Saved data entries
============================================================

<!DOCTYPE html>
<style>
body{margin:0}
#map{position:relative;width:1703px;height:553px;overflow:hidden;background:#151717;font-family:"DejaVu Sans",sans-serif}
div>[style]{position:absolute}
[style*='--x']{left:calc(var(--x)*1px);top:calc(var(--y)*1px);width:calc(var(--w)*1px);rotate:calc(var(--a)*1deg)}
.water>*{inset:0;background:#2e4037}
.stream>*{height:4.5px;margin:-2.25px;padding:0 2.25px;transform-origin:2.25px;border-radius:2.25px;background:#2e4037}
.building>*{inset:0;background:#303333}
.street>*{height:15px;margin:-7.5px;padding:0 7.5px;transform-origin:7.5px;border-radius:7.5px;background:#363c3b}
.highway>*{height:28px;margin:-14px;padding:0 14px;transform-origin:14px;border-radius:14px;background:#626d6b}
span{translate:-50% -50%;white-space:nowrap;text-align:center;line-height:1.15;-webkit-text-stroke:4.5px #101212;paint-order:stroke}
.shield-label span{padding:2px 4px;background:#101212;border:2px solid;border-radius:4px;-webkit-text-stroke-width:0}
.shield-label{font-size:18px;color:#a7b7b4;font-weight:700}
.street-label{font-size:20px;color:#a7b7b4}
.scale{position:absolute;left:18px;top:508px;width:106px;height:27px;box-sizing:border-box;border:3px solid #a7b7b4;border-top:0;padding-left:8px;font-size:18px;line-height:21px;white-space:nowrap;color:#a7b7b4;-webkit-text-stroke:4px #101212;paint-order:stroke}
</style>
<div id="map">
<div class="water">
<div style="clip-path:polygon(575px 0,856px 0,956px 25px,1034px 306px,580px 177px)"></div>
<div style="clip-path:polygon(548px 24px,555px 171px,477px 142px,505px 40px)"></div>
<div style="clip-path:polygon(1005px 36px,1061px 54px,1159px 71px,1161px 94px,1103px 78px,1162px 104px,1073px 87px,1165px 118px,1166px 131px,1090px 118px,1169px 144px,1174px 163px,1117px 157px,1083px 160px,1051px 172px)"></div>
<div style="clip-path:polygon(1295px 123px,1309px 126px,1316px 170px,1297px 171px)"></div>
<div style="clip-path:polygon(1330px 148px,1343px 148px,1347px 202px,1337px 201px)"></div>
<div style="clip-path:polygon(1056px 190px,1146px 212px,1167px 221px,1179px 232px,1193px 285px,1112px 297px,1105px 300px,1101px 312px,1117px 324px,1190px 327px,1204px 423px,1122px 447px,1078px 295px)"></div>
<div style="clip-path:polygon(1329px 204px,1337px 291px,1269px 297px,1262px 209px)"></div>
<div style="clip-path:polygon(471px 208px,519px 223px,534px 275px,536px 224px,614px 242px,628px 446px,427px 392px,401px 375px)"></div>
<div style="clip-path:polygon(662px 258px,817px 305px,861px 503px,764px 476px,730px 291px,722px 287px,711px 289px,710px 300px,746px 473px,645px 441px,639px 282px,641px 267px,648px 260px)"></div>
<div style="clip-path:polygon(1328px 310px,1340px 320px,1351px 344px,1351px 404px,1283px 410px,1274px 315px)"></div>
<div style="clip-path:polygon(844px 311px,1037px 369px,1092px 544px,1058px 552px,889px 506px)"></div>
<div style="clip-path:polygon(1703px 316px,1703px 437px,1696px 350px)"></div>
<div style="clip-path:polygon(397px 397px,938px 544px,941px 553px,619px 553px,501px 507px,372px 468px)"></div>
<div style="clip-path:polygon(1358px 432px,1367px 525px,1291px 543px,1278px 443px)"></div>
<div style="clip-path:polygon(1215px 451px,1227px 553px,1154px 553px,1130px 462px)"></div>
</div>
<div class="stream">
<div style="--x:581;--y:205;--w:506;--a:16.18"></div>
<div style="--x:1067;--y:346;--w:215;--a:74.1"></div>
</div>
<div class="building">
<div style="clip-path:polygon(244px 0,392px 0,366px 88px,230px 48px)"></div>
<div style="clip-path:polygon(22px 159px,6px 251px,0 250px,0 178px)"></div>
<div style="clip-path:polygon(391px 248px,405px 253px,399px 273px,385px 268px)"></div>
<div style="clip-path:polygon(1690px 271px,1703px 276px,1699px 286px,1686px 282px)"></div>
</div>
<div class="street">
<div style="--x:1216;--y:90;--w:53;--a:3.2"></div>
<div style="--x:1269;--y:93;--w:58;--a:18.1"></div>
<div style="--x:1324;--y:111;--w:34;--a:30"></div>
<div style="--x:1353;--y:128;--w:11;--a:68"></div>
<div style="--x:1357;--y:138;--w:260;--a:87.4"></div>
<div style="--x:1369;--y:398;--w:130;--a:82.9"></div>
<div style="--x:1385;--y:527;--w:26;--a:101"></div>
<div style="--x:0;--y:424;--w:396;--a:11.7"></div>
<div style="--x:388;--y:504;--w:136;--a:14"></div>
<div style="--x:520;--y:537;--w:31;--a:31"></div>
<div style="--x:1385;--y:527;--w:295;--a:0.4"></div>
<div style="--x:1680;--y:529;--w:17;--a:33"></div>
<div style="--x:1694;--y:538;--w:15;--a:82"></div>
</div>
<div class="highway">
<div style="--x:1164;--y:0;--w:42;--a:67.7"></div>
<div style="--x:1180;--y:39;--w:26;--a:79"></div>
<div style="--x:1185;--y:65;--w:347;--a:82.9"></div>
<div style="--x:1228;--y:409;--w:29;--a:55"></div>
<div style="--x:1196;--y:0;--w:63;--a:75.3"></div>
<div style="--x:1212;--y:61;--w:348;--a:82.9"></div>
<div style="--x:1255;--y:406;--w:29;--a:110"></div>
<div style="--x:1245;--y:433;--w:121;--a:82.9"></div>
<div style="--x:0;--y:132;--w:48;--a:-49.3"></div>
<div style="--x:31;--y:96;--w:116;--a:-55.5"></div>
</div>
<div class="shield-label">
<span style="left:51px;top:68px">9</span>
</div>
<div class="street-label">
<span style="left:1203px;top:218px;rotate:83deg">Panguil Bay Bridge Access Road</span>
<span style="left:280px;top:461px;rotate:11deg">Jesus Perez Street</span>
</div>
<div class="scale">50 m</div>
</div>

============================================================

For the records above, state how many lines contain the word "rotate". Give only the number.

3